* Information shown:
━━━━━━━━━━━━━━━━

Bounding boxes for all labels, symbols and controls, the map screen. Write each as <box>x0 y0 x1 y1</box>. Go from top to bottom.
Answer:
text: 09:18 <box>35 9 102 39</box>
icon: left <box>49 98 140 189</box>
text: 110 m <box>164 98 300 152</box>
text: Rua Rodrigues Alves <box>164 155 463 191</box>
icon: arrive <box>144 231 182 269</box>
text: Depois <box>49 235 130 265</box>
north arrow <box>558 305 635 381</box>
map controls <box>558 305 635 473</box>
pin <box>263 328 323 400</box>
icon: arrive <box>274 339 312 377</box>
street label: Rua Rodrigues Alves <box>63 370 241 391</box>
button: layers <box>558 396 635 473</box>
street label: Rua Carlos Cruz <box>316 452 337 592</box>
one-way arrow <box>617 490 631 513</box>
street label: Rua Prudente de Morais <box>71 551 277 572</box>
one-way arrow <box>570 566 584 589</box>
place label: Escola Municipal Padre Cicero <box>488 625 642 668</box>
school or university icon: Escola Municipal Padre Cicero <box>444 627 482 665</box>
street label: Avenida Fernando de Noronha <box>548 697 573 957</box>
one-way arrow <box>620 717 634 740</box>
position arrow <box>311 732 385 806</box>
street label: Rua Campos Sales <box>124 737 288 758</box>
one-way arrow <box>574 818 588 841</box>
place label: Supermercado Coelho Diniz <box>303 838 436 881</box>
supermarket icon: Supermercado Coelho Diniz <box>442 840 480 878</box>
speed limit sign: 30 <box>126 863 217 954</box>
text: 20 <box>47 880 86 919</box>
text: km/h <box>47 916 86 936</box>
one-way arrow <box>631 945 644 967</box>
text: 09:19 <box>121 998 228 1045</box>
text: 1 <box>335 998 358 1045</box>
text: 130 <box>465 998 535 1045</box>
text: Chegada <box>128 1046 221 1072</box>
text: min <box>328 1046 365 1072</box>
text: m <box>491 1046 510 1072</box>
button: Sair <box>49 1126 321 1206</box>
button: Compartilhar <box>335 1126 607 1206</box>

━━━━━━━━━━━━━━━━

* Work task: Transcribe the data word for word.

* Completed exercise:
Bounding boxes for all labels, symbols and controls, the map screen. Write each as <box>x0 y0 x1 y1</box>. Go from top to bottom.
Answer:
text: 09:18 <box>35 9 102 39</box>
icon: left <box>49 98 140 189</box>
text: 110 m <box>164 98 300 152</box>
text: Rua Rodrigues Alves <box>164 155 463 191</box>
icon: arrive <box>144 231 182 269</box>
text: Depois <box>49 235 130 265</box>
north arrow <box>558 305 635 381</box>
map controls <box>558 305 635 473</box>
pin <box>263 328 323 400</box>
icon: arrive <box>274 339 312 377</box>
street label: Rua Rodrigues Alves <box>63 370 241 391</box>
button: layers <box>558 396 635 473</box>
street label: Rua Carlos Cruz <box>316 452 337 592</box>
one-way arrow <box>617 490 631 513</box>
street label: Rua Prudente de Morais <box>71 551 277 572</box>
one-way arrow <box>570 566 584 589</box>
place label: Escola Municipal Padre Cicero <box>488 625 642 668</box>
school or university icon: Escola Municipal Padre Cicero <box>444 627 482 665</box>
street label: Avenida Fernando de Noronha <box>548 697 573 957</box>
one-way arrow <box>620 717 634 740</box>
position arrow <box>311 732 385 806</box>
street label: Rua Campos Sales <box>124 737 288 758</box>
one-way arrow <box>574 818 588 841</box>
place label: Supermercado Coelho Diniz <box>303 838 436 881</box>
supermarket icon: Supermercado Coelho Diniz <box>442 840 480 878</box>
speed limit sign: 30 <box>126 863 217 954</box>
text: 20 <box>47 880 86 919</box>
text: km/h <box>47 916 86 936</box>
one-way arrow <box>631 945 644 967</box>
text: 09:19 <box>121 998 228 1045</box>
text: 1 <box>335 998 358 1045</box>
text: 130 <box>465 998 535 1045</box>
text: Chegada <box>128 1046 221 1072</box>
text: min <box>328 1046 365 1072</box>
text: m <box>491 1046 510 1072</box>
button: Sair <box>49 1126 321 1206</box>
button: Compartilhar <box>335 1126 607 1206</box>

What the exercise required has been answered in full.